Segment Open

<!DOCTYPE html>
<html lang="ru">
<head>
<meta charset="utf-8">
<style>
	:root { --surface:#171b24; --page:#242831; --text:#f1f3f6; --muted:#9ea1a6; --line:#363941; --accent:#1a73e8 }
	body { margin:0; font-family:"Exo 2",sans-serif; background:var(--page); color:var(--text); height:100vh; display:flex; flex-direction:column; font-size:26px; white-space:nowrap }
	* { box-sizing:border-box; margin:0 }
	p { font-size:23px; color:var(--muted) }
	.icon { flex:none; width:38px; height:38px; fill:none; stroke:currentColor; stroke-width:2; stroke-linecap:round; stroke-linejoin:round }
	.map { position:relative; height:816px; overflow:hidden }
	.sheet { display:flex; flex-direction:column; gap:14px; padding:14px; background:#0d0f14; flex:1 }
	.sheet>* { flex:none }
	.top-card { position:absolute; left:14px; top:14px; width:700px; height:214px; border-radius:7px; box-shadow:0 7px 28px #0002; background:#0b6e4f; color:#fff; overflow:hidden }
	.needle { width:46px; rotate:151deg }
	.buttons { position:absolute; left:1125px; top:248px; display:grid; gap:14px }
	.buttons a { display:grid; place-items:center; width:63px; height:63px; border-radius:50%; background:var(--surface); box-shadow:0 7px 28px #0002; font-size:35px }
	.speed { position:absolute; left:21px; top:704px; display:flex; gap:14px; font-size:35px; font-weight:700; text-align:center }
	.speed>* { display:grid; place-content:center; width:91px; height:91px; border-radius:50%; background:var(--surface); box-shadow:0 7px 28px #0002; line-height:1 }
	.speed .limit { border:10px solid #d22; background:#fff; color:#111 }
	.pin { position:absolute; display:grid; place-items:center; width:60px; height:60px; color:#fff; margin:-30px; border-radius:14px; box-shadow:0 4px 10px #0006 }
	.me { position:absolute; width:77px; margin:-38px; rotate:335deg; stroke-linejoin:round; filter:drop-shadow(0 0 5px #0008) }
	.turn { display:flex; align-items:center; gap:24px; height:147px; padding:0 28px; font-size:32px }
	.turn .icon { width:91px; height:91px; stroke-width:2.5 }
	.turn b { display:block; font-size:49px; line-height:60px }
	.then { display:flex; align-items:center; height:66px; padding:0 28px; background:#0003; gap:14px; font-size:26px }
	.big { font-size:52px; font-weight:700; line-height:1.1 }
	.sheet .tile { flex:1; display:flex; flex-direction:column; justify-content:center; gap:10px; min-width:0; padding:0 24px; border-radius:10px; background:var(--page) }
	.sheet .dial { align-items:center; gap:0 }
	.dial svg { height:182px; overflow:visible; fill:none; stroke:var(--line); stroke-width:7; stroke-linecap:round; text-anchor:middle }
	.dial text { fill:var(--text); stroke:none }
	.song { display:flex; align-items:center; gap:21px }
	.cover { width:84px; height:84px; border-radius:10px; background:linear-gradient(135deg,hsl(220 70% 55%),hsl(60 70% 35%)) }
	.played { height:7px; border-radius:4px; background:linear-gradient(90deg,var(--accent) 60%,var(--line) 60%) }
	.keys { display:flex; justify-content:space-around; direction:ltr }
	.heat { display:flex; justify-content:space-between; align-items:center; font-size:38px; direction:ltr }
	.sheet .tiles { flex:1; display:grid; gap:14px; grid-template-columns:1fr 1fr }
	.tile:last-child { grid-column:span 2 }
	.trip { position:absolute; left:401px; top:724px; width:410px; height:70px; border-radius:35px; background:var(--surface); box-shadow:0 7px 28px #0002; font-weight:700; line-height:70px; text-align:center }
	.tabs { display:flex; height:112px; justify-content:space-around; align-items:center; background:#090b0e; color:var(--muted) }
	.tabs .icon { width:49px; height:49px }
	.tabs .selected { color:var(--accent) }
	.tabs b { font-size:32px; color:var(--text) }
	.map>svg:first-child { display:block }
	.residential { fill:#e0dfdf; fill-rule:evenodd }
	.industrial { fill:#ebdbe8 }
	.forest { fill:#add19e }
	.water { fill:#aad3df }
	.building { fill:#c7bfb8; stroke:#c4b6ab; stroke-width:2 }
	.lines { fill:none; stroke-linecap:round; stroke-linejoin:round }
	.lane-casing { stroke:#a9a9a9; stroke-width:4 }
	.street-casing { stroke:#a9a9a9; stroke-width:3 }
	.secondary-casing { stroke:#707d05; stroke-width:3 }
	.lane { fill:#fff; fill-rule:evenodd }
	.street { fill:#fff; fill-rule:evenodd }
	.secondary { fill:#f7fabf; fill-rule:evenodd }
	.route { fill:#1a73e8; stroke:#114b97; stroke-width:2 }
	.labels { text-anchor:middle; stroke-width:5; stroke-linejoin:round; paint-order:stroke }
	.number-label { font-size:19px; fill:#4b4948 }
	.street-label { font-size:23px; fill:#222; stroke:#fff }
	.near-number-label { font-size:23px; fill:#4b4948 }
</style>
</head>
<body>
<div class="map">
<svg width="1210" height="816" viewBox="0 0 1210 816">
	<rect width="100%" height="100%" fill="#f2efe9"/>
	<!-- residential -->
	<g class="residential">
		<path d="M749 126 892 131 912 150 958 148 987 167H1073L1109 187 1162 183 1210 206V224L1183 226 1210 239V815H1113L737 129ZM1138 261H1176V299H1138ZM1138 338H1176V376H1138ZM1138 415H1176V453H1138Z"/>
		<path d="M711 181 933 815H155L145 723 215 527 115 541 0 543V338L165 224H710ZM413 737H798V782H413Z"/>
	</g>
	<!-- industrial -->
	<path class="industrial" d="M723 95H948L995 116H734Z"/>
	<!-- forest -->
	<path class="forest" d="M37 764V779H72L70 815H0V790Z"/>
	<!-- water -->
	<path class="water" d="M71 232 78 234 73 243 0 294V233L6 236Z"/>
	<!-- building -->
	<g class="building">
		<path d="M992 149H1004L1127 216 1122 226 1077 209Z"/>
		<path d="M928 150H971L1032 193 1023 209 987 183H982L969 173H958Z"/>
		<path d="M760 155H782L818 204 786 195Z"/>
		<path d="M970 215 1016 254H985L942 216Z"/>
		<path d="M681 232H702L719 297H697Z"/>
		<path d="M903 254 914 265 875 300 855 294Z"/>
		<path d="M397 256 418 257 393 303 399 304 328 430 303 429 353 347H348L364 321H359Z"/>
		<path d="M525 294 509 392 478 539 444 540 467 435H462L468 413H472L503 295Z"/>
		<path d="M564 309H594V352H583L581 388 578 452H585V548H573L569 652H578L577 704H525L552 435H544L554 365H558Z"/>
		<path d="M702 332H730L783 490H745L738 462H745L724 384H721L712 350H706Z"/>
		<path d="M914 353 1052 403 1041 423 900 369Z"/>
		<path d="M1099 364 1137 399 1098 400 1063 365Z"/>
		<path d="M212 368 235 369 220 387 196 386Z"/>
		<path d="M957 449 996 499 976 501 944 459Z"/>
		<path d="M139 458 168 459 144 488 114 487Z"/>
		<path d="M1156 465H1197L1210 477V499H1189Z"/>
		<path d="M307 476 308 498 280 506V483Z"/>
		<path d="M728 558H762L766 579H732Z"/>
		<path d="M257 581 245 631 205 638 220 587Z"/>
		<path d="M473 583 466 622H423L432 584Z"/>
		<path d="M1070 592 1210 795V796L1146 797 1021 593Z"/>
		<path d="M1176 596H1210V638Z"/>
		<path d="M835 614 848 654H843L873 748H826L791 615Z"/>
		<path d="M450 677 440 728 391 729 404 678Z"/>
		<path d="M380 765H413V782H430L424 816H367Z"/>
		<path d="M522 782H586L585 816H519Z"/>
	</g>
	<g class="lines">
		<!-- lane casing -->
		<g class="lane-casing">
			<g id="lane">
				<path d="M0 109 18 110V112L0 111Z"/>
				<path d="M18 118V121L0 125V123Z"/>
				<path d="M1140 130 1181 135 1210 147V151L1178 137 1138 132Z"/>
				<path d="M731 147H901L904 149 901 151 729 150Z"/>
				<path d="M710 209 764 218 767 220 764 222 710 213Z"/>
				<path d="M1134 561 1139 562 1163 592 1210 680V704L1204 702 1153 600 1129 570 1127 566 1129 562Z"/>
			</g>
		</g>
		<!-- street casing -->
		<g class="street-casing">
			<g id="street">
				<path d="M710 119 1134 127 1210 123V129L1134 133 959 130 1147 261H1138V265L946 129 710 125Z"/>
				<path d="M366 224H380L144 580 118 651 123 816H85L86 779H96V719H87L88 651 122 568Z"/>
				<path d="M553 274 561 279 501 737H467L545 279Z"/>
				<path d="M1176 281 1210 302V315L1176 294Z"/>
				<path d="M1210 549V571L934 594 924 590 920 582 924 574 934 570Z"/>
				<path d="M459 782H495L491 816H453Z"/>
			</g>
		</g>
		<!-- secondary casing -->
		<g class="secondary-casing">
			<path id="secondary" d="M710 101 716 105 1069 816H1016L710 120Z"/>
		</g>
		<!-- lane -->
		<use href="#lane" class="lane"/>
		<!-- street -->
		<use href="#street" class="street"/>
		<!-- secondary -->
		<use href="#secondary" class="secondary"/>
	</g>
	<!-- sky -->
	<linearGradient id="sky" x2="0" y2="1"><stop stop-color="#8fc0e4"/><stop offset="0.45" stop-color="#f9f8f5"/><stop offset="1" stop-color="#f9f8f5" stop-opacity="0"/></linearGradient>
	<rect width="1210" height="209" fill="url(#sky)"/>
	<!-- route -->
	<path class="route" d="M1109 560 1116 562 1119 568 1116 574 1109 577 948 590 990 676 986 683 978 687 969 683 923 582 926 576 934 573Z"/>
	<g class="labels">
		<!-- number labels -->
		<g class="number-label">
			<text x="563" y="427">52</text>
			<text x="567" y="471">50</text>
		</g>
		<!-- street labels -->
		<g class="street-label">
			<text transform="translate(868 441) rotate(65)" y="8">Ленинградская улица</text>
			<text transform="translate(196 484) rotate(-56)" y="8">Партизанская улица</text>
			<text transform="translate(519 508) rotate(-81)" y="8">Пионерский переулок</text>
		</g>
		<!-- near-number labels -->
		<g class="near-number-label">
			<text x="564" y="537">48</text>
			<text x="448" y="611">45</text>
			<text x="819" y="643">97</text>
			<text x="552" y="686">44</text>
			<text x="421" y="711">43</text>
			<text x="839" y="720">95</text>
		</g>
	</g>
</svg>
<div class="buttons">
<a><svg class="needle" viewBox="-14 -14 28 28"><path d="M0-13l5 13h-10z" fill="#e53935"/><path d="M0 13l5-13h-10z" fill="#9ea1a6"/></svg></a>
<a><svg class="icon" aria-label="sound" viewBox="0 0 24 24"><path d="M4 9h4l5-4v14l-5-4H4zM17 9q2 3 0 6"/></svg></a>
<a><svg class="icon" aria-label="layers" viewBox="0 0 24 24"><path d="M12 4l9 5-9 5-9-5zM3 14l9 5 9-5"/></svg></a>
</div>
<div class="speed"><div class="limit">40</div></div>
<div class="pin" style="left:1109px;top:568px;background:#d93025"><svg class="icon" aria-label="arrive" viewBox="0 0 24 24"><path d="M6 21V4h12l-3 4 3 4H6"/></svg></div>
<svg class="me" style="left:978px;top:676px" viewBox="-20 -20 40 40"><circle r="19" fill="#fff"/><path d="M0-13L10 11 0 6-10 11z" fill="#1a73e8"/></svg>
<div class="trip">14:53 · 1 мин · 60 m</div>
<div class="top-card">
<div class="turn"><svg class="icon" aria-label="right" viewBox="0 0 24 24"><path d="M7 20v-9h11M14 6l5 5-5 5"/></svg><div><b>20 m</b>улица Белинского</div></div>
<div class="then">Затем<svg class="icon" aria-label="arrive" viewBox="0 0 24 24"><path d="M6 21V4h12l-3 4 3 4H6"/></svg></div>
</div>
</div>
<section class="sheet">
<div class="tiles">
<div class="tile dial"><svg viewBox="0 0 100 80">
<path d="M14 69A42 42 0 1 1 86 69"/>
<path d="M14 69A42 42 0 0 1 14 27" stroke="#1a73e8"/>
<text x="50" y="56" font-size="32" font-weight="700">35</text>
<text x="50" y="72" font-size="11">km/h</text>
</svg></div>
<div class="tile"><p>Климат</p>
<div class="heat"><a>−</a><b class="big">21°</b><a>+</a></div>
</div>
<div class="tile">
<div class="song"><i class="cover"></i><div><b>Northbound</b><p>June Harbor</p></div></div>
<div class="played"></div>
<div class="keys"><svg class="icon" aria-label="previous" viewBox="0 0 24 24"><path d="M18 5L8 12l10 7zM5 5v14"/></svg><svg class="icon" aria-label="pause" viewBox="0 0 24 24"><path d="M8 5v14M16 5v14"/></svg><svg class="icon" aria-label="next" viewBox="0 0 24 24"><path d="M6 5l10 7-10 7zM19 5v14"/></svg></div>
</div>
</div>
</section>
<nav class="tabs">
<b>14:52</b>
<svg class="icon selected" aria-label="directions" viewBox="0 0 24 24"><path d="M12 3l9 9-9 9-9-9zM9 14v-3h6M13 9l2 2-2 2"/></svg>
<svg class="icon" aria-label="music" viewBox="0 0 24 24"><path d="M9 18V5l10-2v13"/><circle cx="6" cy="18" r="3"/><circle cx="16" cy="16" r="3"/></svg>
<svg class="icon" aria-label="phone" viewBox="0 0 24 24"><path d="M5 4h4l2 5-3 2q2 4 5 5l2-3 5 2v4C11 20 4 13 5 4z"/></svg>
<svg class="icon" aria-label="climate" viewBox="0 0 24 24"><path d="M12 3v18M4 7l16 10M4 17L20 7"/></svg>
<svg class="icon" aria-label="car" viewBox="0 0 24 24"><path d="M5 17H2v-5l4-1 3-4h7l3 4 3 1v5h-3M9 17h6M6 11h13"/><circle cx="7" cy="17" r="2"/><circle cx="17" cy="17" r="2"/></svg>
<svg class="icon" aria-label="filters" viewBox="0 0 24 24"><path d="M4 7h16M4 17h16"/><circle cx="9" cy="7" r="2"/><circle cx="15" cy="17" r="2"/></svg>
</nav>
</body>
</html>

Segment Closed

## [Work item]
Search the data for "limit". Copy every line that has it.

## [Task solution]
	.speed .limit { border:10px solid #d22; background:#fff; color:#111 }
<div class="speed"><div class="limit">40</div></div>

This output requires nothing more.